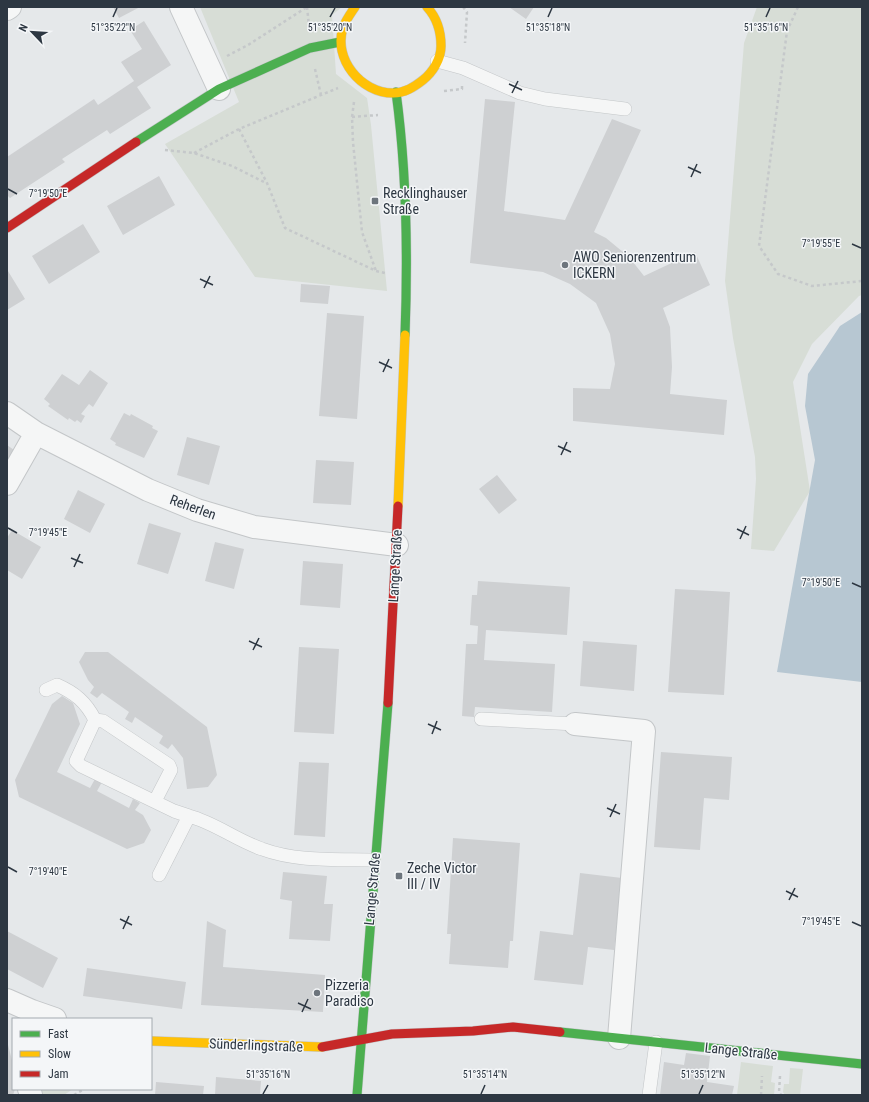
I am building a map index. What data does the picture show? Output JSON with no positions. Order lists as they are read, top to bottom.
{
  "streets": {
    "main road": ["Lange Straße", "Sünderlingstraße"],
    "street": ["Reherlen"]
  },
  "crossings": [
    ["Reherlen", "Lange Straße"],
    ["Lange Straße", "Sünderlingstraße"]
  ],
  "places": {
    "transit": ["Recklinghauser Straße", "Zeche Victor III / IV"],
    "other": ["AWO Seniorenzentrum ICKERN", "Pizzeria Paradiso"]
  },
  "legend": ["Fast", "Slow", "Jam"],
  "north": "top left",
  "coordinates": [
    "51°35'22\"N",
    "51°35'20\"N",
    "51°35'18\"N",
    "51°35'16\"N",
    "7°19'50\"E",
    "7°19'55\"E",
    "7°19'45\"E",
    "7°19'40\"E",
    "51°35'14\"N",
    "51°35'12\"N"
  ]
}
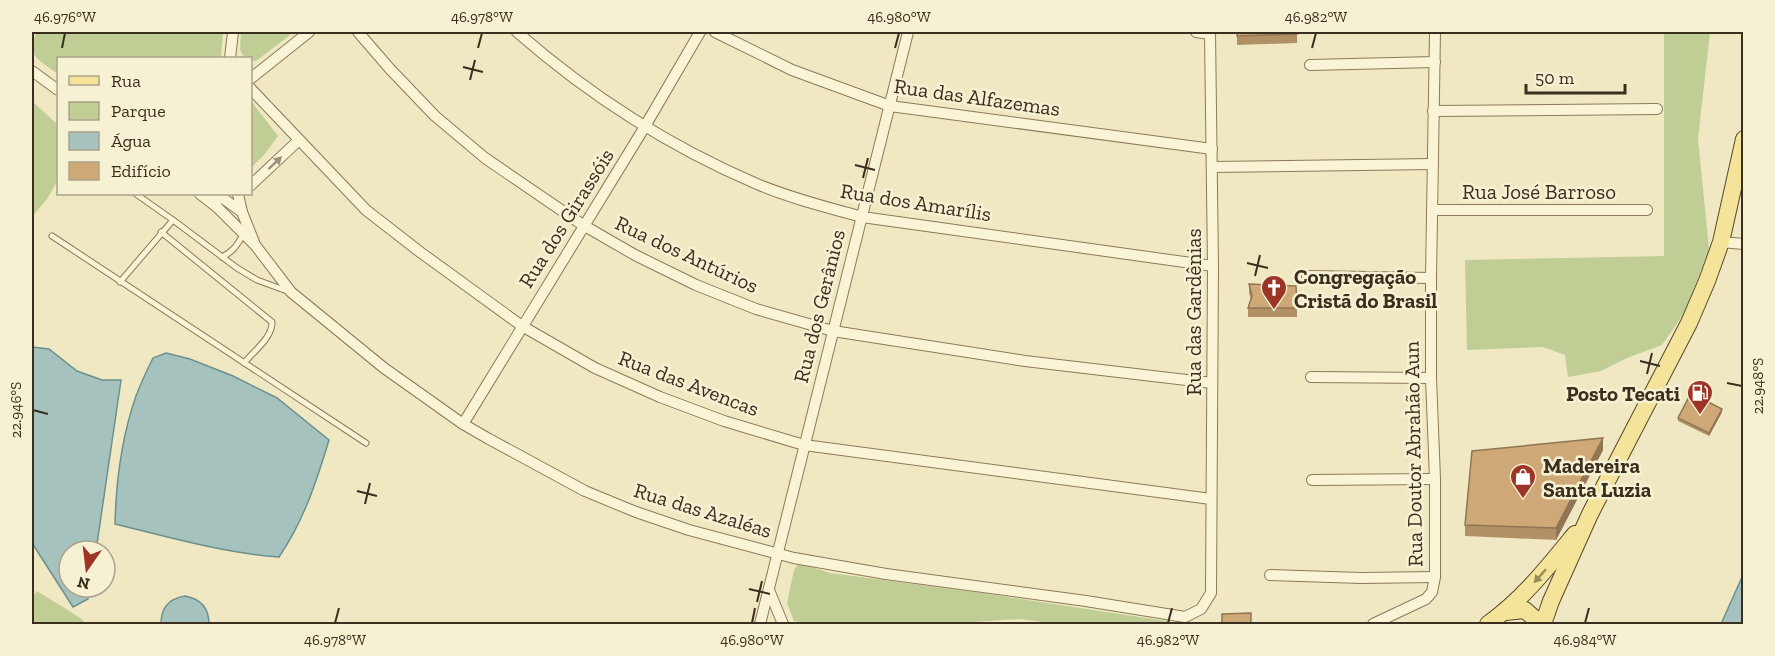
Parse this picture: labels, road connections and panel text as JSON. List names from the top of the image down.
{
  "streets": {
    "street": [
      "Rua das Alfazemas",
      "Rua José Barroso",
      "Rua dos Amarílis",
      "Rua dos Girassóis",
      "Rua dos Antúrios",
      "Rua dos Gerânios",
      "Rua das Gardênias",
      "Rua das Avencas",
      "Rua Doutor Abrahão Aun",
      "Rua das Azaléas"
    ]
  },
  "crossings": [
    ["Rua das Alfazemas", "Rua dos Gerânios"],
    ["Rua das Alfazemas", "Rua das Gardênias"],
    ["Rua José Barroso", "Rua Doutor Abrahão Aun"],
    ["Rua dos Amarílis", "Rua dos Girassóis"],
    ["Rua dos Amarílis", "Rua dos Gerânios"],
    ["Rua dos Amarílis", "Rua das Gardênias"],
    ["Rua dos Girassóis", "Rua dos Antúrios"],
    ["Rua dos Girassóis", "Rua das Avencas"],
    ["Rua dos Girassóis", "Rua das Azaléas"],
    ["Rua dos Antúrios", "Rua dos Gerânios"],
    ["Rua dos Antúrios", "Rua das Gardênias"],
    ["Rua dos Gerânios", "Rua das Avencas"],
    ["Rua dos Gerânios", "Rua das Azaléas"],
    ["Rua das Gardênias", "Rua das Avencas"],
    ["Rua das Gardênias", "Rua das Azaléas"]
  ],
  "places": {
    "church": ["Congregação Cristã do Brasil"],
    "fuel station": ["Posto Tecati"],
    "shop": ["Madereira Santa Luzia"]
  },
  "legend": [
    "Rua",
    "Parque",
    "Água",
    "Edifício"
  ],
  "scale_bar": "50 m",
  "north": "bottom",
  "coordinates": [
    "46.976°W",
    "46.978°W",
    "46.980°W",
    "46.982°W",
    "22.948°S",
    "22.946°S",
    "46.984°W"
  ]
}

※

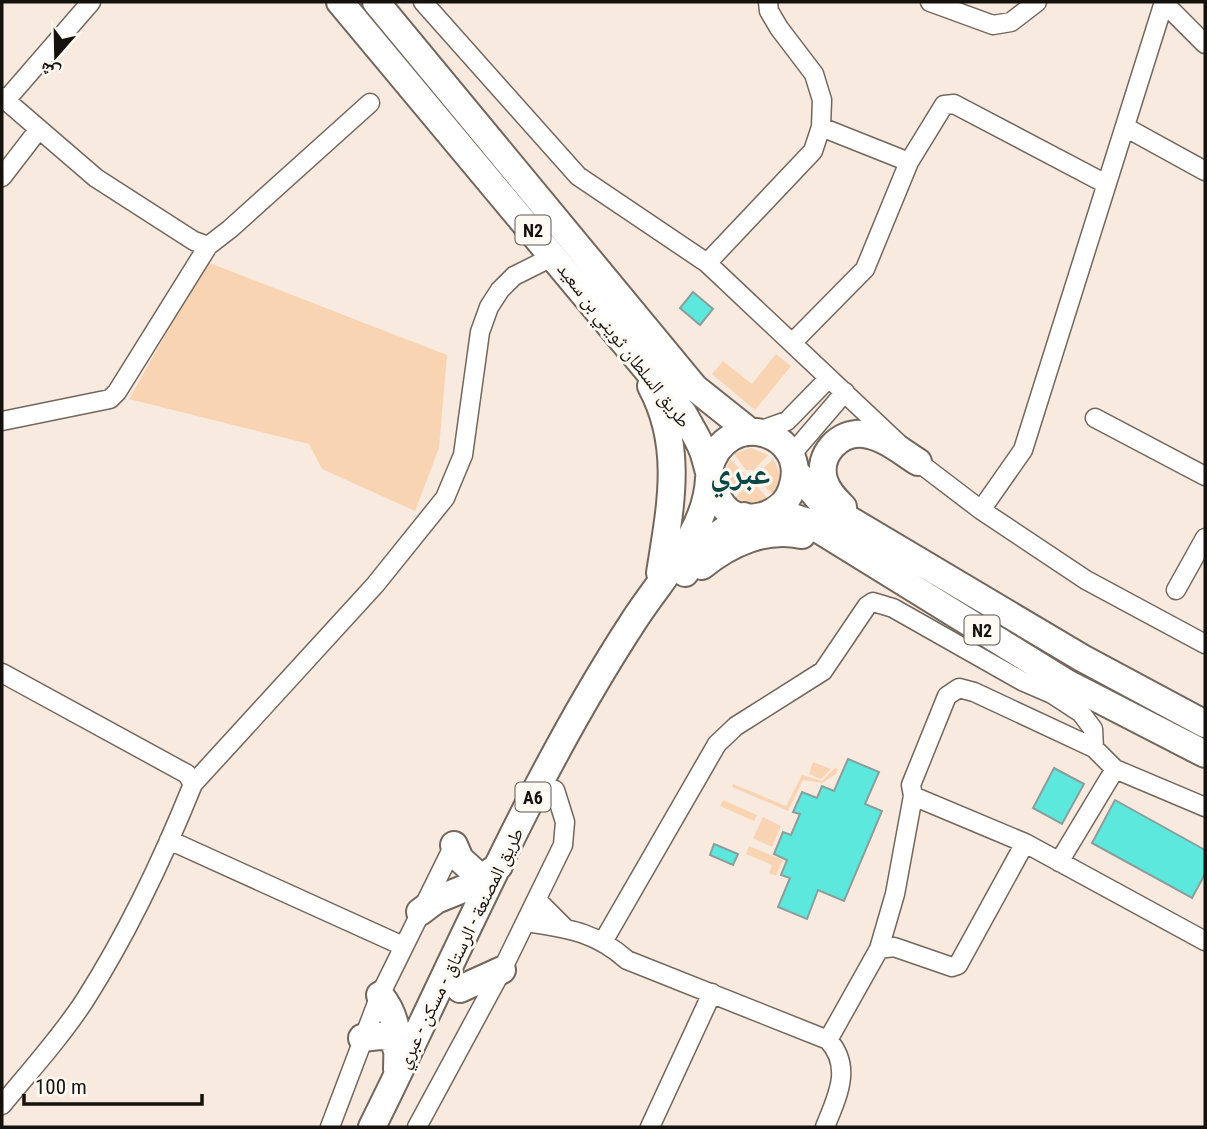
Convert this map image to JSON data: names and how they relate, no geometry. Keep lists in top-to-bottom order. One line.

※

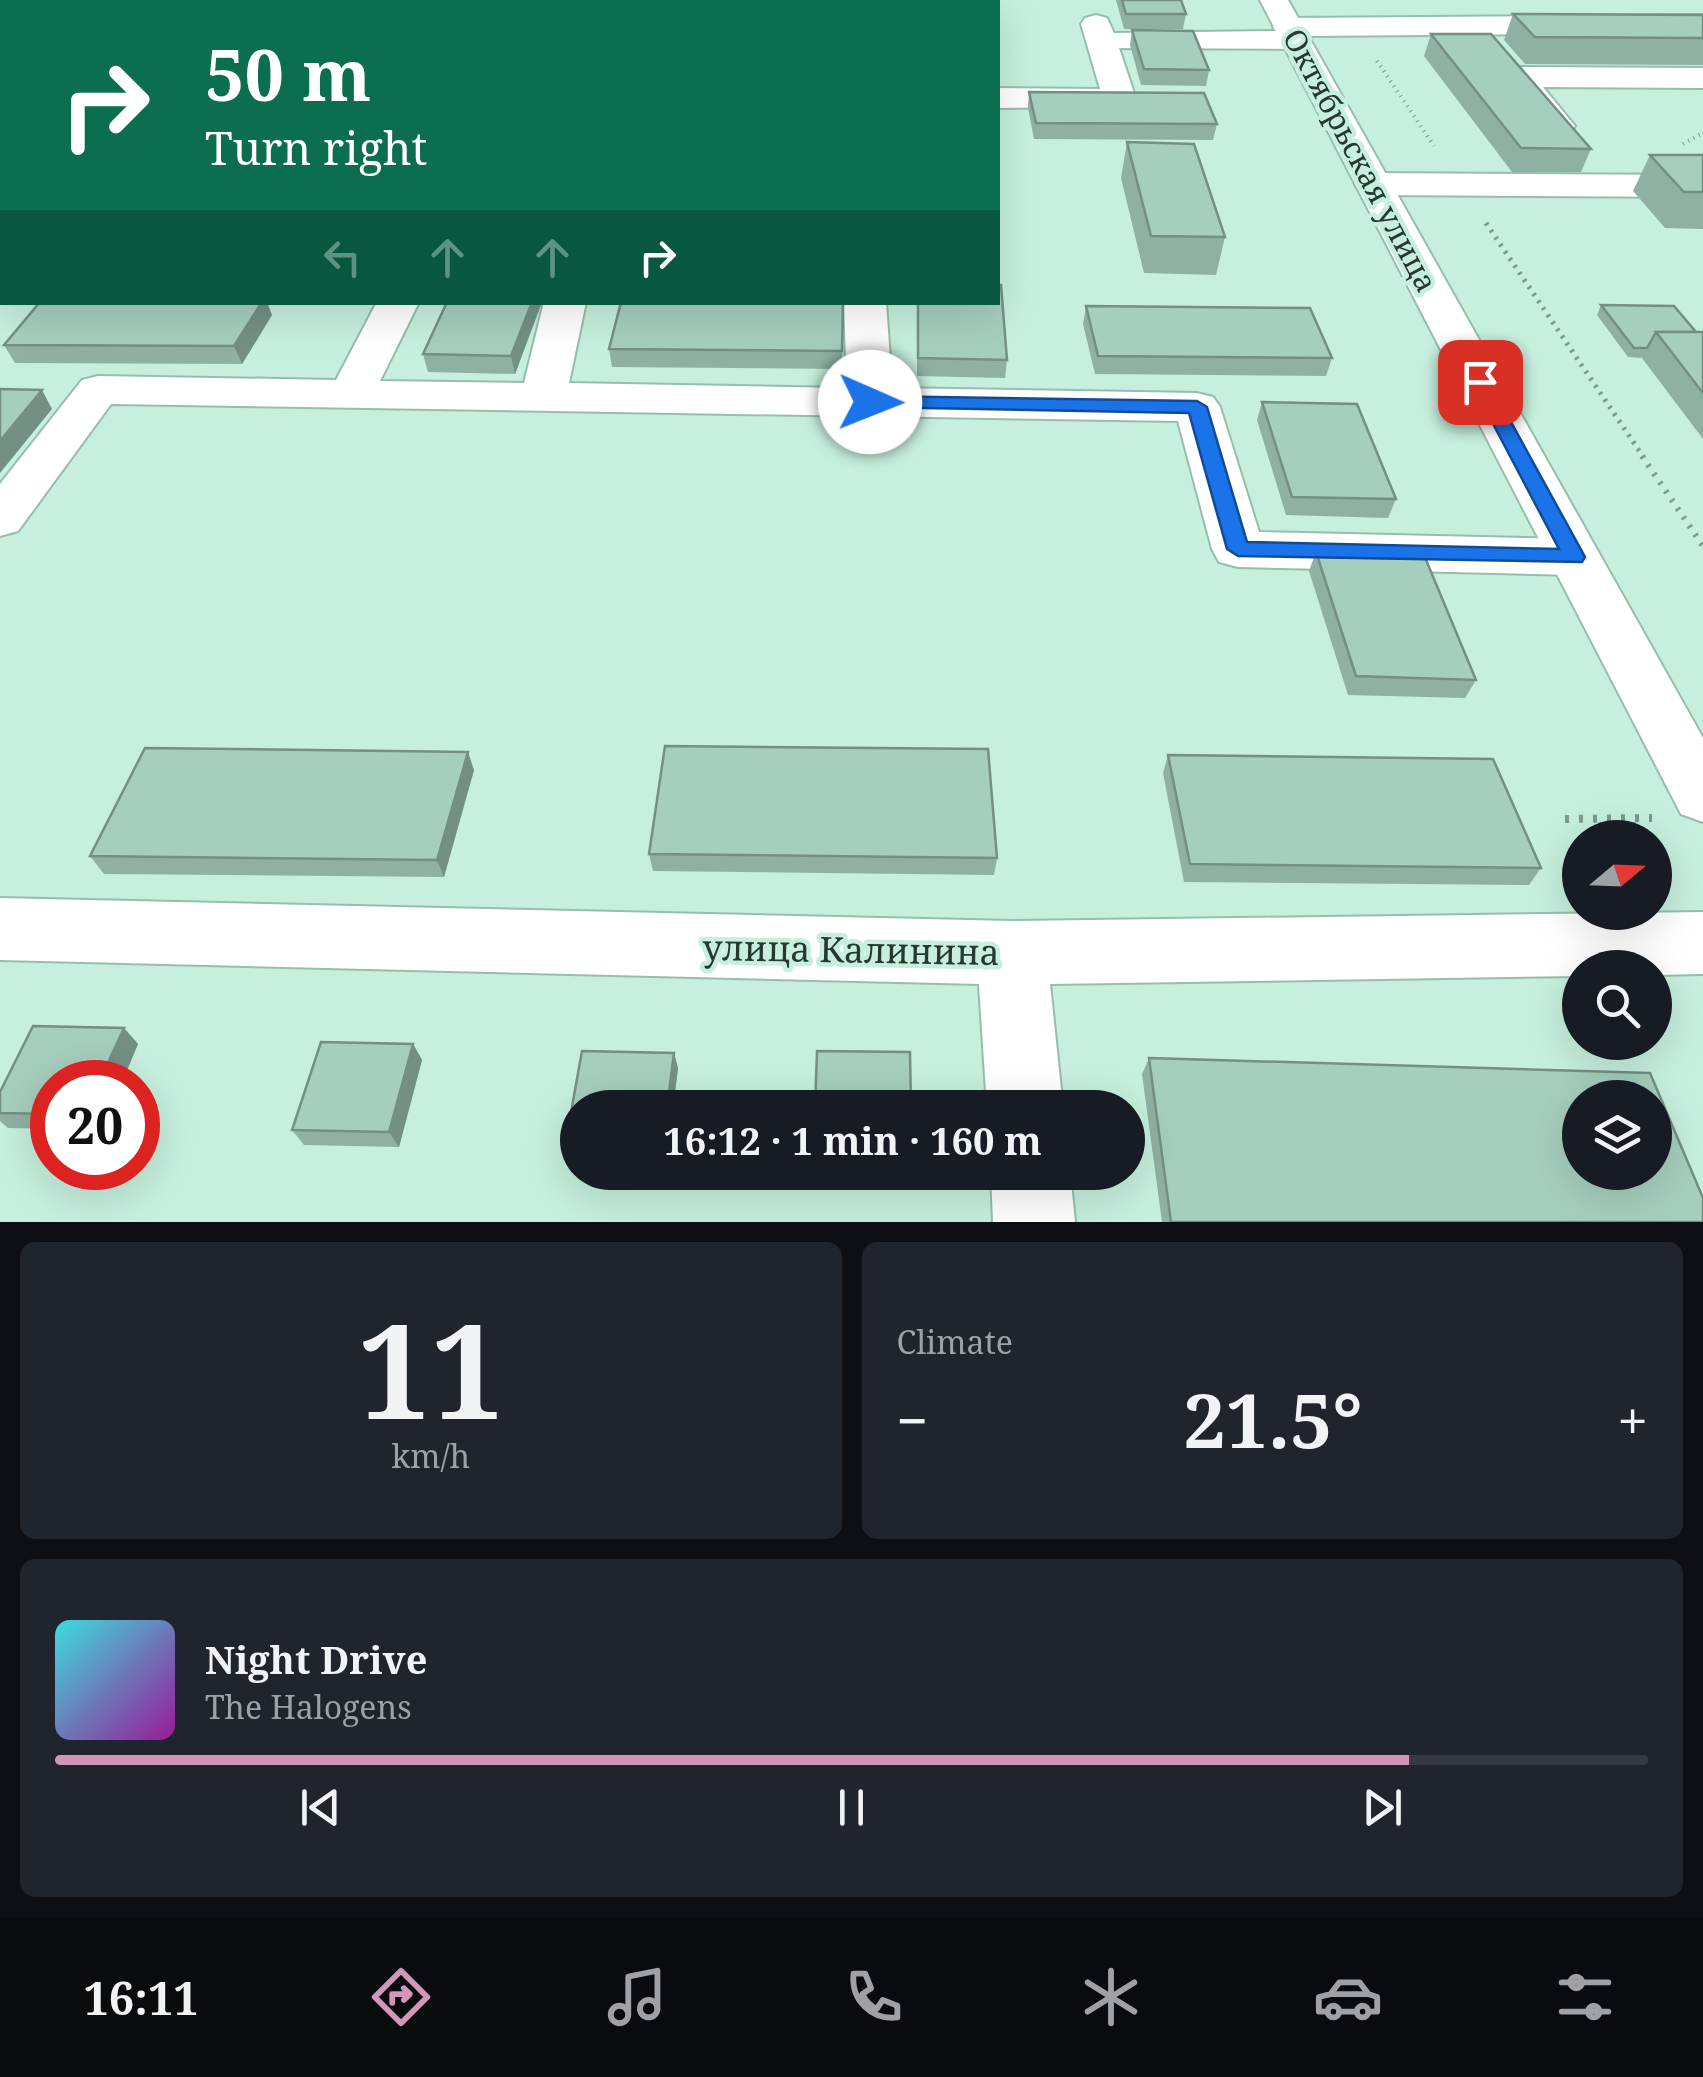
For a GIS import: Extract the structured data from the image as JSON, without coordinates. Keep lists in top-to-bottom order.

※

> _PROBLEM DESCRIPTION_:
Your answer should consist of the lines above that hold the word "Keep", copied exactly.

> _YOUR RESPONSE_:
Convert this map image to JSON data: names and how they relate, no geometry. Keep lists in top-to-bottom order. One line.
For a GIS import: Extract the structured data from the image as JSON, without coordinates. Keep lists in top-to-bottom order.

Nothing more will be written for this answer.